▶ [Given information]
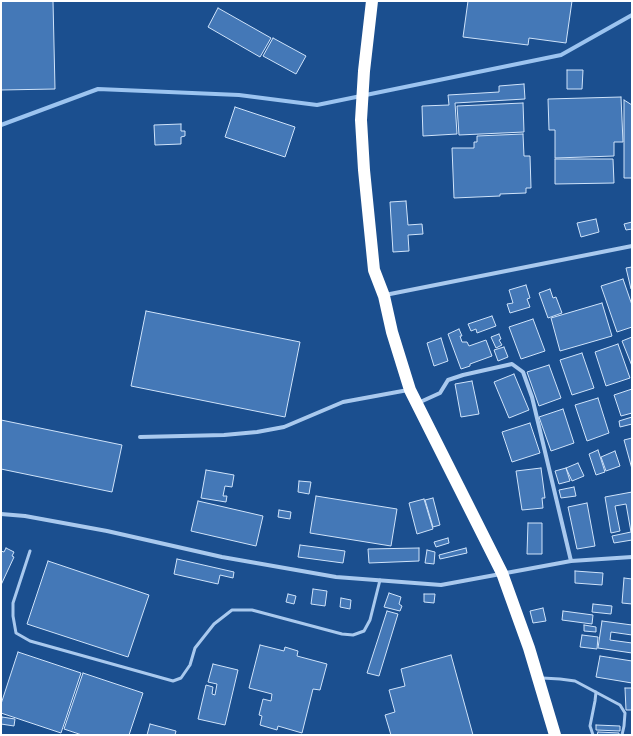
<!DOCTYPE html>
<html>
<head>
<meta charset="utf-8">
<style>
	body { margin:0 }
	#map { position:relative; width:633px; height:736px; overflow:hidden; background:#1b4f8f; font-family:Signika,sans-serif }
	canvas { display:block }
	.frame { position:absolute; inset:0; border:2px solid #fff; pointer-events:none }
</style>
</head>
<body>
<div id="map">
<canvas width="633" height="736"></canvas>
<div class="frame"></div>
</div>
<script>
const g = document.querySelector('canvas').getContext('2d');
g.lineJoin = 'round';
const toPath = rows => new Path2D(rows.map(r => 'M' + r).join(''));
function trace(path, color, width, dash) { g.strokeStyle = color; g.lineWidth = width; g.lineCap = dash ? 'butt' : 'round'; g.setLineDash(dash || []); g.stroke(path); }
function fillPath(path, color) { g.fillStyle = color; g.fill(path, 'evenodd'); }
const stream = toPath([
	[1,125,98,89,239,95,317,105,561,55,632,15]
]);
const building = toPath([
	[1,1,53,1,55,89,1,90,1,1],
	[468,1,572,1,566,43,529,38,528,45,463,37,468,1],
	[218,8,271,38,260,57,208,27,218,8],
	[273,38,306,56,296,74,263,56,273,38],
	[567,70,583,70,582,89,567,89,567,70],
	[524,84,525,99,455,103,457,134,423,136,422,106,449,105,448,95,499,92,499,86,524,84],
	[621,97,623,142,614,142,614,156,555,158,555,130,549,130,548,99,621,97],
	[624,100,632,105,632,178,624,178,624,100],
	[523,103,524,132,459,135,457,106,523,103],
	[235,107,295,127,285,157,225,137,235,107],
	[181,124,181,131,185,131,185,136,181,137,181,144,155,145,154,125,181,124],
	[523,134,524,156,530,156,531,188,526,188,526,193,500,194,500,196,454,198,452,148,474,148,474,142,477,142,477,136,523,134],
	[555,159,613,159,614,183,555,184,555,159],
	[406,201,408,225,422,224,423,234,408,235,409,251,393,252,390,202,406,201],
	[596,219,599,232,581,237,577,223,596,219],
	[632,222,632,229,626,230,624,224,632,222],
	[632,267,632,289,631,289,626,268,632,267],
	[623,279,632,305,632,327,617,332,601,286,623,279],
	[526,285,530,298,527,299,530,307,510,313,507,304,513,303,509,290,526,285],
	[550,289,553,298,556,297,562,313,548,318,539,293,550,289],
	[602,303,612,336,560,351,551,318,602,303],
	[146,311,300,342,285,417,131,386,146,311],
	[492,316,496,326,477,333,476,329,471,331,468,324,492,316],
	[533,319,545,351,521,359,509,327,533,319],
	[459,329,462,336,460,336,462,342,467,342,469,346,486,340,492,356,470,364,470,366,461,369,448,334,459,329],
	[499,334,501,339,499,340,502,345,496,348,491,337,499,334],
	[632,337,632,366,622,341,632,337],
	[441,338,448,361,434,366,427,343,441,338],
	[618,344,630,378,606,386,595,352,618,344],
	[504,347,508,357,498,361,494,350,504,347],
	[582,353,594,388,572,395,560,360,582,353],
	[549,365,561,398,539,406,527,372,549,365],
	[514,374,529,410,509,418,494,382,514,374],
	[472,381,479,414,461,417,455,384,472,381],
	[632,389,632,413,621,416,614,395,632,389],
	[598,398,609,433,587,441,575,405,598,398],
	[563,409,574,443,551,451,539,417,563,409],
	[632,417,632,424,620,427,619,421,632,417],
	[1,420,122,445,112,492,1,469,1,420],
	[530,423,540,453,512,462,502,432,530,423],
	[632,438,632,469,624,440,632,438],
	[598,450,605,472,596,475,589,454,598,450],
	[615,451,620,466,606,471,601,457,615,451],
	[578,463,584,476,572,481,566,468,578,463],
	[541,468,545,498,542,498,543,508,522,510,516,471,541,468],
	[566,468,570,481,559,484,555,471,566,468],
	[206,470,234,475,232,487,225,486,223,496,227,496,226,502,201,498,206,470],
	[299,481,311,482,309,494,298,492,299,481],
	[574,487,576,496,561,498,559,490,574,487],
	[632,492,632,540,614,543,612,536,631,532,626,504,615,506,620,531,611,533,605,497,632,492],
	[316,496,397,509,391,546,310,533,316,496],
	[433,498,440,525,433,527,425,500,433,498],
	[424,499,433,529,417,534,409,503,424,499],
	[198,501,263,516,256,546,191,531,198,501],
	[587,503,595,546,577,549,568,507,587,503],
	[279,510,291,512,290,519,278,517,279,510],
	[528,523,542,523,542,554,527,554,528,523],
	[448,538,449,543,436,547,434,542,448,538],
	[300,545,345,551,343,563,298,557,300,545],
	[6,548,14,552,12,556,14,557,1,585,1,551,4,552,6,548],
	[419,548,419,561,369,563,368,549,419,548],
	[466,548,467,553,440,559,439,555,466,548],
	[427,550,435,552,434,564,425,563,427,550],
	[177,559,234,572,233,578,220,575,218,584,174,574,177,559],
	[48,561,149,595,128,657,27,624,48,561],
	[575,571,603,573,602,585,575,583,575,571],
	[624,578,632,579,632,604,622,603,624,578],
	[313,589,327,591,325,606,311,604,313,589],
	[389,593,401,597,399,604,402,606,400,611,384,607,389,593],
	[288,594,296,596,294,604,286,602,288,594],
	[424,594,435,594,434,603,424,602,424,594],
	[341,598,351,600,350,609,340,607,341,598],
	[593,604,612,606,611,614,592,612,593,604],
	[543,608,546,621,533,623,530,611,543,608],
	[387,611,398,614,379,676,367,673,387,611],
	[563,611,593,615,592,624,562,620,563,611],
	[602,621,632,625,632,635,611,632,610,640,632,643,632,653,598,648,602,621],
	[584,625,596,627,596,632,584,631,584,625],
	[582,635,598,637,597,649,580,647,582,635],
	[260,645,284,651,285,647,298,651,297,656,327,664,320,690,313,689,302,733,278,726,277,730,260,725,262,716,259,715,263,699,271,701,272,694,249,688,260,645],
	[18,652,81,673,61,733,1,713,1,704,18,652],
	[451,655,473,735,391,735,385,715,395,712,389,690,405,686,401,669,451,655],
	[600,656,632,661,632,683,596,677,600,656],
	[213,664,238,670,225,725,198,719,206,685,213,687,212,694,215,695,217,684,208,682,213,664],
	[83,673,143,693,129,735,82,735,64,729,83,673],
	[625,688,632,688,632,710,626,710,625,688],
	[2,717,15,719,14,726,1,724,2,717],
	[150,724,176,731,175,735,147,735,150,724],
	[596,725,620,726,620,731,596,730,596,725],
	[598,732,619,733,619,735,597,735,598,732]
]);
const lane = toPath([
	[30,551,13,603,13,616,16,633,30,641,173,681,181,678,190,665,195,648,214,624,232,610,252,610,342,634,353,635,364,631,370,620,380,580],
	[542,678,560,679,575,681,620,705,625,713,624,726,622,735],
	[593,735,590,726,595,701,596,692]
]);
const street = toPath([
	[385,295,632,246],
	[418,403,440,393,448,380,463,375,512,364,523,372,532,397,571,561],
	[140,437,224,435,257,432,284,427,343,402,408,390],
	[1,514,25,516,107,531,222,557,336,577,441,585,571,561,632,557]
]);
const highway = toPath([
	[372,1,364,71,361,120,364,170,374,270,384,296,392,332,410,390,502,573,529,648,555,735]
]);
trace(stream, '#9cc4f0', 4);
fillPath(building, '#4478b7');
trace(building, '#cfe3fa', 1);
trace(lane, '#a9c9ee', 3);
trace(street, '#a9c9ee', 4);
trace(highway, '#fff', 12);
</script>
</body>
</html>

▶ [Problem description] Go through the entries and return each line where the word "canvas" appears.

▶ [Answer]
	canvas { display:block }
<canvas width="633" height="736"></canvas>
const g = document.querySelector('canvas').getContext('2d');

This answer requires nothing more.